- PA Supreme Court Allows Superior Court Opinion in Amato to Stand
- December 30, 2016 | Author: Timothy D. Rau
- Law Firm: Marshall Dennehey Warner Coleman & Goggin, P.C. - Philadelphia Office
- In a one-page Order entered on November 22, 2016, the court dismissed the appeals in the consolidated cases of Amato and Vinciguerra as "having been improvidently granted." The effect of the dismissal is that the Superior Court's opinion in the case stands and the Superior Court's ruling that Tincher applies to product liability cases based on a failure to warn theory.
The Pennsylvania Superior Court opinion, Amato v. Crane/Vinciguerra v. Crane, 2015 PA Super. 83, involved appeals from jury verdicts of $2.5 million and $2.3 million that were tried in Philadelphia in February 2013 before the Honorable Mark Bernstein.

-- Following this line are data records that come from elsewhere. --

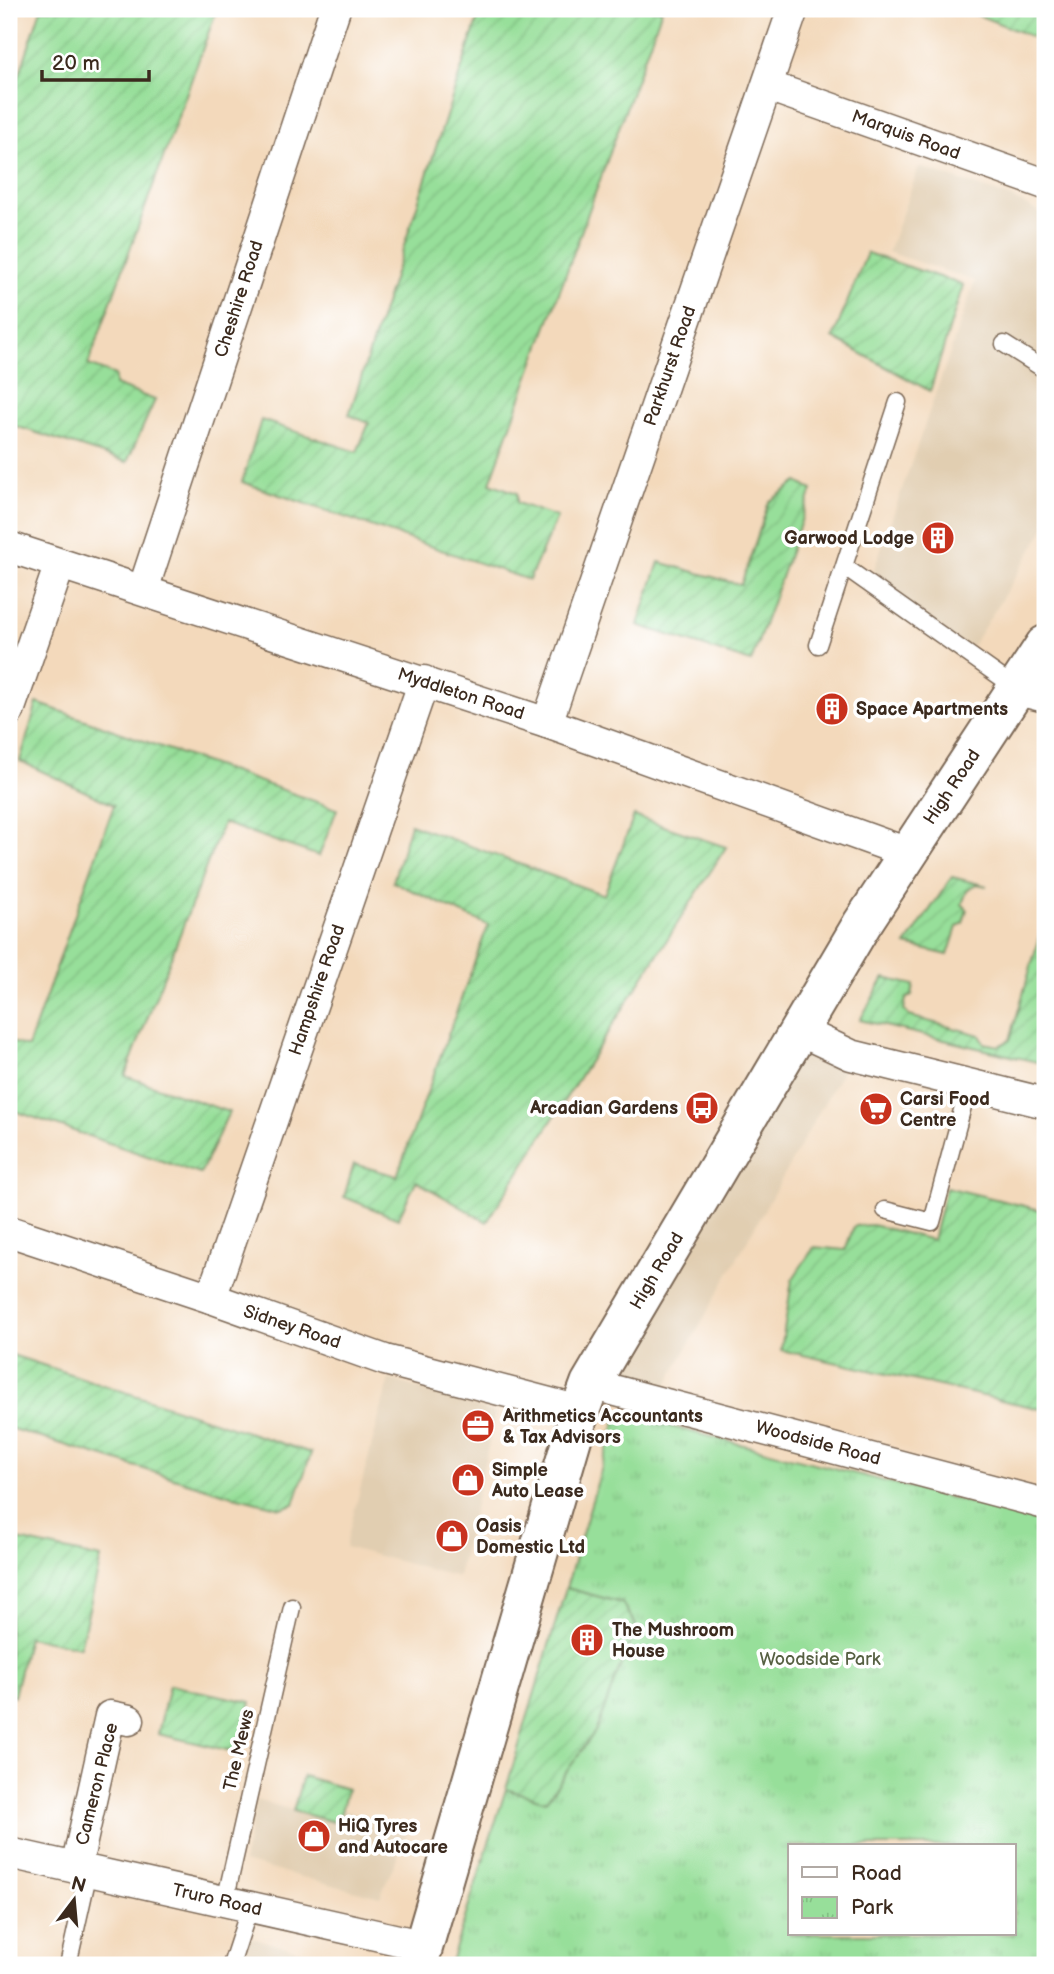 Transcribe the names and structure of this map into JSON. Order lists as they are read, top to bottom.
{
  "streets": {
    "main road": ["High Road"],
    "street": [
      "Marquis Road",
      "Cheshire Road",
      "Parkhurst Road",
      "Myddleton Road",
      "Hampshire Road",
      "Sidney Road",
      "Woodside Road",
      "Cameron Place",
      "Truro Road"
    ],
    "lane": ["The Mews"]
  },
  "crossings": [
    ["Marquis Road", "Parkhurst Road"],
    ["Cheshire Road", "Myddleton Road"],
    ["Parkhurst Road", "Myddleton Road"],
    ["Myddleton Road", "High Road"],
    ["Myddleton Road", "Hampshire Road"],
    ["High Road", "Sidney Road"],
    ["High Road", "Woodside Road"],
    ["High Road", "Truro Road"],
    ["Hampshire Road", "Sidney Road"],
    ["Sidney Road", "Woodside Road"],
    ["The Mews", "Truro Road"],
    ["Cameron Place", "Truro Road"]
  ],
  "parks": ["Woodside Park"],
  "places": {
    "building": ["Garwood Lodge", "Space Apartments", "The Mushroom House"],
    "bus stop": ["Arcadian Gardens"],
    "supermarket": ["Carsi Food Centre"],
    "office": ["Arithmetics Accountants & Tax Advisors"],
    "shop": ["Simple Auto Lease", "Oasis Domestic Ltd", "HiQ Tyres and Autocare"]
  },
  "legend": ["Road", "Park"],
  "scale_bar": "20 m",
  "north": "top"
}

The Superior Court opinion is most notable because of the panel's finding that the Pennsylvania Supreme Court's ruling in Tincher v. Omega Flex, 104 A.2d 328 (2014) applied to product liability cases alleging that a product was defective because of a failure to warn. In November 2014, the Pennsylvania Supreme Court issued the Tincher opinion, which declined to adopt the Third Restatement of Torts but overruled the law of Azzarello v. Black Brothers, 391 A.2d 1020 (Pa. 1978). Azzarello had previously prevented a jury from taking questions of risk and utility of a product into consideration in a product liability case. The Tincher court held that a jury can take risk and utility into account when determining if a product is defective and "unreasonably dangerous."
The court noted that Tincher established that questions of whether a product is unreasonably dangerous and defective is now generally a question of fact for a jury. In doing so, the court rejected the plaintiffs' arguments and held that Tincher applied to failure to warn cases.